• _TASK OBJECTIVE_:
Go through the material and set down every line without alteration.

● ● ●

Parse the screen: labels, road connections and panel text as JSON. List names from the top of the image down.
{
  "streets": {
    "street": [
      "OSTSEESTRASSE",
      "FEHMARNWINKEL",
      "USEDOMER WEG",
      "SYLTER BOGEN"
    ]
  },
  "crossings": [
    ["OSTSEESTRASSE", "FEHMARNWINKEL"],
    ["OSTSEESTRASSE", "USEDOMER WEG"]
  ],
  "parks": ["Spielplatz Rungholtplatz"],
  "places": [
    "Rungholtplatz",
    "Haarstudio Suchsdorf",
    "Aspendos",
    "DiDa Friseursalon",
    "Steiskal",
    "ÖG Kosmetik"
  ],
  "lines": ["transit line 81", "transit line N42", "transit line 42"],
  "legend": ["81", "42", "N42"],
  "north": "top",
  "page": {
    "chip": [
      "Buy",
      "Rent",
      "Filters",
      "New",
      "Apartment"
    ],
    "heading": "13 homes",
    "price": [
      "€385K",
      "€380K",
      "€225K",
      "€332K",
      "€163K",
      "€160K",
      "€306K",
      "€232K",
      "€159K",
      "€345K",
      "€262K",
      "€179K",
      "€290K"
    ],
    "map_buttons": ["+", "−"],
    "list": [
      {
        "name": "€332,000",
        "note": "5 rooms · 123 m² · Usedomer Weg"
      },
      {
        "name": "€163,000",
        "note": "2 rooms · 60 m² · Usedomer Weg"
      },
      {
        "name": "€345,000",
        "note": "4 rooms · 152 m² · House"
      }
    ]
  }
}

● ● ●

• _OUTPUT FOR THIS EXERCISE_:
Parse the screen: labels, road connections and panel text as JSON. List names from the top of the image down.
{
  "streets": {
    "street": [
      "OSTSEESTRASSE",
      "FEHMARNWINKEL",
      "USEDOMER WEG",
      "SYLTER BOGEN"
    ]
  },
  "crossings": [
    ["OSTSEESTRASSE", "FEHMARNWINKEL"],
    ["OSTSEESTRASSE", "USEDOMER WEG"]
  ],
  "parks": ["Spielplatz Rungholtplatz"],
  "places": [
    "Rungholtplatz",
    "Haarstudio Suchsdorf",
    "Aspendos",
    "DiDa Friseursalon",
    "Steiskal",
    "ÖG Kosmetik"
  ],
  "lines": ["transit line 81", "transit line N42", "transit line 42"],
  "legend": ["81", "42", "N42"],
  "north": "top",
  "page": {
    "chip": [
      "Buy",
      "Rent",
      "Filters",
      "New",
      "Apartment"
    ],
    "heading": "13 homes",
    "price": [
      "€385K",
      "€380K",
      "€225K",
      "€332K",
      "€163K",
      "€160K",
      "€306K",
      "€232K",
      "€159K",
      "€345K",
      "€262K",
      "€179K",
      "€290K"
    ],
    "map_buttons": ["+", "−"],
    "list": [
      {
        "name": "€332,000",
        "note": "5 rooms · 123 m² · Usedomer Weg"
      },
      {
        "name": "€163,000",
        "note": "2 rooms · 60 m² · Usedomer Weg"
      },
      {
        "name": "€345,000",
        "note": "4 rooms · 152 m² · House"
      }
    ]
  }
}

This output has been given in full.